Bonus nido 2026: cosa cambia davvero con la nuova circolare
La vera svolta della circolare 29/2026 riguarda la validità della richiesta. Dal 2026, la domanda non deve più essere ripresentata ogni anno: una volta che l’INPS accoglie l’istanza, questa resta valida fino al compimento del terzo anno di età del bambino (fino ad agosto dell’anno di riferimento).
Tuttavia, la semplificazione burocratica non significa automatismo totale. Resta infatti obbligatorio indicare ogni anno le mensilità per cui si intende ricevere il rimborso, una procedura necessaria per garantire la corretta prenotazione delle risorse finanziarie.
Importi e Isee: il calcolo “neutralizzato”
Una delle innovazioni tecniche più importanti riguarda il calcolo dell’importo spettante, che ora si basa sul cosiddetto ISEE neutralizzato. In pratica, l’indicatore per prestazioni familiari viene depurato dagli importi ricevuti tramite l’Assegno Unico e Universale, evitando che le famiglie siano penalizzate da un valore ISEE virtualmente più alto.
Gli importi previsti sono suddivisi in base all’anno di nascita e alla fascia economica:
| Fascia ISEE | Nati dal 2024 | Nati prima del 2024 |
|---|---|---|
| Fino a 25.000€ | Fino a 3.600€ | 3.000€ |
| Da 25.001€ a 40.000€ | Fino a 3.600€ | 2.500€ |
| Oltre 40.000€ o senza ISEE | 1.500€ | 1.500€ |
Asilo nido o assistenza a casa: le due opzioni
Il contributo continua a prevedere due percorsi alternativi, che non possono essere cumulati nello stesso anno:
- Contributo asilo nido: per il pagamento delle rette in strutture pubbliche o private autorizzate (inclusi micronidi e sezioni primavera).
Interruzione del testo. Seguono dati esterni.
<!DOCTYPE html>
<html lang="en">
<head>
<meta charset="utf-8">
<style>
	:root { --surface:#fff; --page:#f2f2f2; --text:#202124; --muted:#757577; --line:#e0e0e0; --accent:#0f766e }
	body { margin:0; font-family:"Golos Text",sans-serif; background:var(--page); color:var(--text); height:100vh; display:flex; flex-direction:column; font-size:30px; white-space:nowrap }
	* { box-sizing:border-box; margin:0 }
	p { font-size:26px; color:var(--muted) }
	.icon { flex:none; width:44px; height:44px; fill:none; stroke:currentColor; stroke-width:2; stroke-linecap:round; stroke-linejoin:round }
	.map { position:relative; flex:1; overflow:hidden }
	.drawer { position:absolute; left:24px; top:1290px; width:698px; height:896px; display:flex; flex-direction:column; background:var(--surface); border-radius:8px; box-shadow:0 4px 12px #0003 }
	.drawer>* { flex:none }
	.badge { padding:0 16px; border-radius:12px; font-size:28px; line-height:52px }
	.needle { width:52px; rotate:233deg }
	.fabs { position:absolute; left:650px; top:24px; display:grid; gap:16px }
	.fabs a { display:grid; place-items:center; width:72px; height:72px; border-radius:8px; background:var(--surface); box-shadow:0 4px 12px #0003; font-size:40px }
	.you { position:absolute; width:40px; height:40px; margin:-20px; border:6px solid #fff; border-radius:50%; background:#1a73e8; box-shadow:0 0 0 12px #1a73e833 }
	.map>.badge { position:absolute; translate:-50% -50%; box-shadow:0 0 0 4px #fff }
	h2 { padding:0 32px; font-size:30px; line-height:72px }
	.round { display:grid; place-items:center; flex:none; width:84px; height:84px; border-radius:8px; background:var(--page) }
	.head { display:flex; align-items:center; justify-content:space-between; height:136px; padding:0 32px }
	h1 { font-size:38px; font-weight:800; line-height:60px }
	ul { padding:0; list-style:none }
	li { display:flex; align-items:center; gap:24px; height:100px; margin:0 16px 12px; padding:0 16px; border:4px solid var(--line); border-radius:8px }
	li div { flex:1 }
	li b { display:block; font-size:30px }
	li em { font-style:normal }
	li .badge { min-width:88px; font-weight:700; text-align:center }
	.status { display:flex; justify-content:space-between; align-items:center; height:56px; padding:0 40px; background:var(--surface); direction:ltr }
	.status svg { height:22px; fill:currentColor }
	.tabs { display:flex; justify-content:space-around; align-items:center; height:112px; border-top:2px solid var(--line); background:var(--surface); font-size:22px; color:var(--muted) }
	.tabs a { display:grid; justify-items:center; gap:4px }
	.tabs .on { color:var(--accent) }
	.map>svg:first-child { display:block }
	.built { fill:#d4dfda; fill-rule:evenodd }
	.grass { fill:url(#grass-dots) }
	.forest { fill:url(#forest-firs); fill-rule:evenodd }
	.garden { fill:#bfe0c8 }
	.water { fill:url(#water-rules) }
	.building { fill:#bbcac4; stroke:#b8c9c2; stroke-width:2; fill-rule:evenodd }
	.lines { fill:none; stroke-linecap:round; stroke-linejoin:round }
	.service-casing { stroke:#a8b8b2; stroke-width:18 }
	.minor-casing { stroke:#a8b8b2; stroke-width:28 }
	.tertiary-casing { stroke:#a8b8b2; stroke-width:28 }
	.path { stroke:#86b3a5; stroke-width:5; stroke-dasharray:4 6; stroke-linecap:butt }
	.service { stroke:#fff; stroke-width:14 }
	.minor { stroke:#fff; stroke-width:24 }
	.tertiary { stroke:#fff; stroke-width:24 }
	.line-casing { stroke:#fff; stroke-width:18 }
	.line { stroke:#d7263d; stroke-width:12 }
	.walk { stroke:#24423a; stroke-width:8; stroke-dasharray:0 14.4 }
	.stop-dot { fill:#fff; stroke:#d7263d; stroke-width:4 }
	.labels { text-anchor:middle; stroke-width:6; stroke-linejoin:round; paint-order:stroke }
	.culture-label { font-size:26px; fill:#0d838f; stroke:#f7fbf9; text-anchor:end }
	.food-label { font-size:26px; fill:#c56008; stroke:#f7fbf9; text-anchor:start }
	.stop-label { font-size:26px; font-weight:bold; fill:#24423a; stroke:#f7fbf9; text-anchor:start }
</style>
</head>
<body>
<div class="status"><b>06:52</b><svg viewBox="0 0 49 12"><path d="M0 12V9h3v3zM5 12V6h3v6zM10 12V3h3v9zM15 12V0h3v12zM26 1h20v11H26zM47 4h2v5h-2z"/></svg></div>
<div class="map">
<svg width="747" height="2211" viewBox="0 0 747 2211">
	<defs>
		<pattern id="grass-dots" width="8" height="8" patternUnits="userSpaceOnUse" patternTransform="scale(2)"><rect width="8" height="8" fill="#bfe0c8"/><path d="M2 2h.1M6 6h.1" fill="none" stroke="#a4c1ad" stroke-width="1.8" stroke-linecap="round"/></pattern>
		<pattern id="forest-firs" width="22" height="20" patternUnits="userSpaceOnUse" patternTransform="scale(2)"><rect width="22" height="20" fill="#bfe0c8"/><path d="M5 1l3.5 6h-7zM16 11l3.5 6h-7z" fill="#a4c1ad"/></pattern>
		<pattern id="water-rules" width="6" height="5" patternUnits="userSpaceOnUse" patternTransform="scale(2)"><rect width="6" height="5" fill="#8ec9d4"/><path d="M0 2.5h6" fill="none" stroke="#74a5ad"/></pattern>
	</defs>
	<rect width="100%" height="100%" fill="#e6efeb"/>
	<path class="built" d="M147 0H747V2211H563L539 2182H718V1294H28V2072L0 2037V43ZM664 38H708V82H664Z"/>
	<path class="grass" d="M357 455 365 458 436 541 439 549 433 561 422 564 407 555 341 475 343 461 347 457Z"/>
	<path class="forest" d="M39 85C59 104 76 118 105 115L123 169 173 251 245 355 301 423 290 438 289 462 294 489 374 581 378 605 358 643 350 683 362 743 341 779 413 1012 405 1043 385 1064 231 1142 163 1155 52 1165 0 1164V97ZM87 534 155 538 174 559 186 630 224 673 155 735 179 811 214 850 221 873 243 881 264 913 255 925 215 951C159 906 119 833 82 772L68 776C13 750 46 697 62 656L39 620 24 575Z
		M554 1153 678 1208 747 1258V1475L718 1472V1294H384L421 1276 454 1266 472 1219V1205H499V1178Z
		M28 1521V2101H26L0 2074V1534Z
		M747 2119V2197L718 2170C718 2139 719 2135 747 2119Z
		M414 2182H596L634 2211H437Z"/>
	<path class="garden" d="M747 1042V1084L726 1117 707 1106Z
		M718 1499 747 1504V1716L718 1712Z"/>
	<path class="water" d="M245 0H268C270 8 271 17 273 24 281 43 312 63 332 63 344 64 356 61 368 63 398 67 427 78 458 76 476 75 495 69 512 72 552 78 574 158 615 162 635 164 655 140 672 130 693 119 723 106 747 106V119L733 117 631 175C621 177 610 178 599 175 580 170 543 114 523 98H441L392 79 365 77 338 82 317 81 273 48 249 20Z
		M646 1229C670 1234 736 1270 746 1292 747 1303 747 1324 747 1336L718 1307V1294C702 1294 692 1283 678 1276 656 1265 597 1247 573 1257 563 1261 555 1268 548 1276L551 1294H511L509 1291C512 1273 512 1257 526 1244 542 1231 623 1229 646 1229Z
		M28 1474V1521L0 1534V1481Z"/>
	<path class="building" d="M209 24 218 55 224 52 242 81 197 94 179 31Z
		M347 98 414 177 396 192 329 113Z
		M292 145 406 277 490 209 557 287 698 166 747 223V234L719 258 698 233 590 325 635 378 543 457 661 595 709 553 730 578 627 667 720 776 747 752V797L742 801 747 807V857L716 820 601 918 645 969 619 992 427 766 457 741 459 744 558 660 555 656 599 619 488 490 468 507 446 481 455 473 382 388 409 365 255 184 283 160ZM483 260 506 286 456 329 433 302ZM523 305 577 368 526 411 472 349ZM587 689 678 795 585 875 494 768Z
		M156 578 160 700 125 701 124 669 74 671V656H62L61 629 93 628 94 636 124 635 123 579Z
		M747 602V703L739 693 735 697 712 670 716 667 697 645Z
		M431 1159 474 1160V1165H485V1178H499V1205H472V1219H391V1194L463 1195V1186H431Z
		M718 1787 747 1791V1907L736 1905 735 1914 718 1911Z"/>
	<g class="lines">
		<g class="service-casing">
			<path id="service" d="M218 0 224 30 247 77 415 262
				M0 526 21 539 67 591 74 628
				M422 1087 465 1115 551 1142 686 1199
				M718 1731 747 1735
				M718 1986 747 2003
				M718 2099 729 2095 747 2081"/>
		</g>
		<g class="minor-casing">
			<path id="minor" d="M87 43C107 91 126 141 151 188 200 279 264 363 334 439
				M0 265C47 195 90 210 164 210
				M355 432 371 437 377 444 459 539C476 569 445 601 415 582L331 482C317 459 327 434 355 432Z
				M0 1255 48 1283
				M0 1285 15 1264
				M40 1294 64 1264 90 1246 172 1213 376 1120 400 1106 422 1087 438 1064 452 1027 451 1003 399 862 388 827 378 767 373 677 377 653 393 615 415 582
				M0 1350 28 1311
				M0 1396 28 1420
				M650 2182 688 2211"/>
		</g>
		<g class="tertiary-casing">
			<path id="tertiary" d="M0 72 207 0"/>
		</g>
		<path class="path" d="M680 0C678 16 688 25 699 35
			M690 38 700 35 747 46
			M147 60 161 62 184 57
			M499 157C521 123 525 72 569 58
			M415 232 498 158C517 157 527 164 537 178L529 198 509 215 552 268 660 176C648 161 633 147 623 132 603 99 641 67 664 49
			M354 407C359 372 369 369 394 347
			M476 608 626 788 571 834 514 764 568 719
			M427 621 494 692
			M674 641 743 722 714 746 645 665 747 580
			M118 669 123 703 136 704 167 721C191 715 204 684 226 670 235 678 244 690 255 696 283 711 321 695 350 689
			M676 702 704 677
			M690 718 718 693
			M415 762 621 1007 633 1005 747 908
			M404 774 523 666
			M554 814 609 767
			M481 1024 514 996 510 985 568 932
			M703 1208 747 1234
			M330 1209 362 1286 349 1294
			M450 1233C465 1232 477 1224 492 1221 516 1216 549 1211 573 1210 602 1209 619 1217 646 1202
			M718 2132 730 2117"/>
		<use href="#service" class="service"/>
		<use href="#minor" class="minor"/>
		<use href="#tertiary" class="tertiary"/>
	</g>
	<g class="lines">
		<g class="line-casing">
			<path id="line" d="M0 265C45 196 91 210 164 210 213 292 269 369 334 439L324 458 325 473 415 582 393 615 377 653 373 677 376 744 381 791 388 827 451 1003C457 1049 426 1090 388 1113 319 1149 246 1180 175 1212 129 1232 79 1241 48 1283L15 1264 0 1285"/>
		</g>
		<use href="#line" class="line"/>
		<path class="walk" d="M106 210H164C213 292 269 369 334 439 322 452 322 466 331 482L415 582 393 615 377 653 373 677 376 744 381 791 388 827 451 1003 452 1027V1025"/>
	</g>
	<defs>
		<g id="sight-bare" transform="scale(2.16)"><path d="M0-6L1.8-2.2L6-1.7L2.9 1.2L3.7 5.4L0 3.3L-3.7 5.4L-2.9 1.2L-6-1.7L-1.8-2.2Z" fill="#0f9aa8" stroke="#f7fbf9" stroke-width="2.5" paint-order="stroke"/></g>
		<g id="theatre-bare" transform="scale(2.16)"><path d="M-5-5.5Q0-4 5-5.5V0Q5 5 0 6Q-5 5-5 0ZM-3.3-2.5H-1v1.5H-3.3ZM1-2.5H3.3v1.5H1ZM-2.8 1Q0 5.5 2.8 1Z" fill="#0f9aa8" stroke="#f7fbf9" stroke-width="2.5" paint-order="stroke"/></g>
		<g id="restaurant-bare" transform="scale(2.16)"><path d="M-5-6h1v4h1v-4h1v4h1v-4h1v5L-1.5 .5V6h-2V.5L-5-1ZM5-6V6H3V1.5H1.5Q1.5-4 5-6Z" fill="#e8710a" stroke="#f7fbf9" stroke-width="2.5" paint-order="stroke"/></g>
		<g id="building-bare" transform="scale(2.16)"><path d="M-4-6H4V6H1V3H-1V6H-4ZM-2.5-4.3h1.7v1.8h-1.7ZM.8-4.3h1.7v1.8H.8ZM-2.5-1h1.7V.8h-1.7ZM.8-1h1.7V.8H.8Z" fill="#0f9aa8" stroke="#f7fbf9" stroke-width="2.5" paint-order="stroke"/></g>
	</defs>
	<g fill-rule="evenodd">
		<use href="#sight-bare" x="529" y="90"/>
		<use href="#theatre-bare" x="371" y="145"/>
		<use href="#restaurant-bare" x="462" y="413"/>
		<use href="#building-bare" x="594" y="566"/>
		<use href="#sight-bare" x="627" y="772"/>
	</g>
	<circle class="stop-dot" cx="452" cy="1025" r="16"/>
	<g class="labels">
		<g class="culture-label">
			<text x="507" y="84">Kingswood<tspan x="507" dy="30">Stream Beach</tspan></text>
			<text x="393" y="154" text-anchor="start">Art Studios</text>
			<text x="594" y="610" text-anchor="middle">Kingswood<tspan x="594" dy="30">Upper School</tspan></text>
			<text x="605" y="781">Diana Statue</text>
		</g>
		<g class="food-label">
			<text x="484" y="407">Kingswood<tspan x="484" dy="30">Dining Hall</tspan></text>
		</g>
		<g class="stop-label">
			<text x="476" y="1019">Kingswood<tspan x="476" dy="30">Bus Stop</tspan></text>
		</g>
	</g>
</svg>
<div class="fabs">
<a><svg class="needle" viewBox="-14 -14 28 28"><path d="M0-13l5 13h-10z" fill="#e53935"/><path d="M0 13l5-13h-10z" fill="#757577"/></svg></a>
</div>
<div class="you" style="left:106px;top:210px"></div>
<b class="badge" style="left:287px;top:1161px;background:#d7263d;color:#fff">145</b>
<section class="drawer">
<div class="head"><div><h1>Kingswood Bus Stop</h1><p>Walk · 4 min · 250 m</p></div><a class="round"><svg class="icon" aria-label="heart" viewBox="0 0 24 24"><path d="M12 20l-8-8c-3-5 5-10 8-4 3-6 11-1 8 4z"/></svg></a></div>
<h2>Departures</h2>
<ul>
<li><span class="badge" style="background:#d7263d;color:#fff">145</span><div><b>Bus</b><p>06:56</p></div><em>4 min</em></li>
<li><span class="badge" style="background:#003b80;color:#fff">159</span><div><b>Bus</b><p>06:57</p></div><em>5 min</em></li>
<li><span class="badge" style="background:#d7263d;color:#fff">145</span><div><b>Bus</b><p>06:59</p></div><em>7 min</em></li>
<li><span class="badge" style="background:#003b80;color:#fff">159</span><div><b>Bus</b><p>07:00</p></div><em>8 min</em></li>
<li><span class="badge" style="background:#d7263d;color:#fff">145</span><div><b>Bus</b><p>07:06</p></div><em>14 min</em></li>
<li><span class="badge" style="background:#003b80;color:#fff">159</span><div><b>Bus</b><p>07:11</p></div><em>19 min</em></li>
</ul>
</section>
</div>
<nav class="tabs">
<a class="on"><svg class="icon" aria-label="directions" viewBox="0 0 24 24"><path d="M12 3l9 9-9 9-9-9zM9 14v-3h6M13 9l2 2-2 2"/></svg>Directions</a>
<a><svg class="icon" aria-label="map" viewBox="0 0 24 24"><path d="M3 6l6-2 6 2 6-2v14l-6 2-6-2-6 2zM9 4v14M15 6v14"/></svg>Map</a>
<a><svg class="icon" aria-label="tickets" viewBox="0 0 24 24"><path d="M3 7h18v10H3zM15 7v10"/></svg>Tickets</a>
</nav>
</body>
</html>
- Supporto domiciliare: destinato a bambini sotto i tre anni con gravi patologie croniche, erogato dall’INPS in un’unica soluzione.
Chi può fare domanda e requisiti di accesso
La platea dei beneficiari è stata ulteriormente ampliata. Possono presentare richiesta i genitori (o affidatari/tutori) residenti in Italia, cittadini UE o con permesso di soggiorno valido. La nuova normativa include ora anche i permessi per lavoro subordinato, autonomo, protezione speciale e perfino i soggetti in “attesa occupazione”.
Come fare domanda e date di apertura
Se ti stai chiedendo come fare domanda, la procedura rimane esclusivamente telematica. È possibile procedere attraverso il portale dell’Istituto (utilizzando SPID, CIE o CNS) oppure affidarsi all’intermediazione di un Caf o di un patronato. Per quanto riguarda l’apertura domande ufficiale per l’annualità 2026, l’INPS comunicherà a breve la data esatta di avvio del servizio.
Documentazione e spese ammesse al rimborso
Per ottenere l’erogazione, è necessario che i pagamenti siano documentati e avvengano tramite modalità tracciabili (bonifico, POS, PagoPA). Sono rimborsabili:
- Rette mensili e pasti;
- IVA agevolata e imposta di bollo.
Restano invece esclusi i costi di iscrizione, i servizi di pre e post scuola e le attività ricreative. Ricorda la scadenza fondamentale: i documenti di spesa per il 2026 devono essere caricati entro il 30 aprile 2027, pena la perdita del beneficio.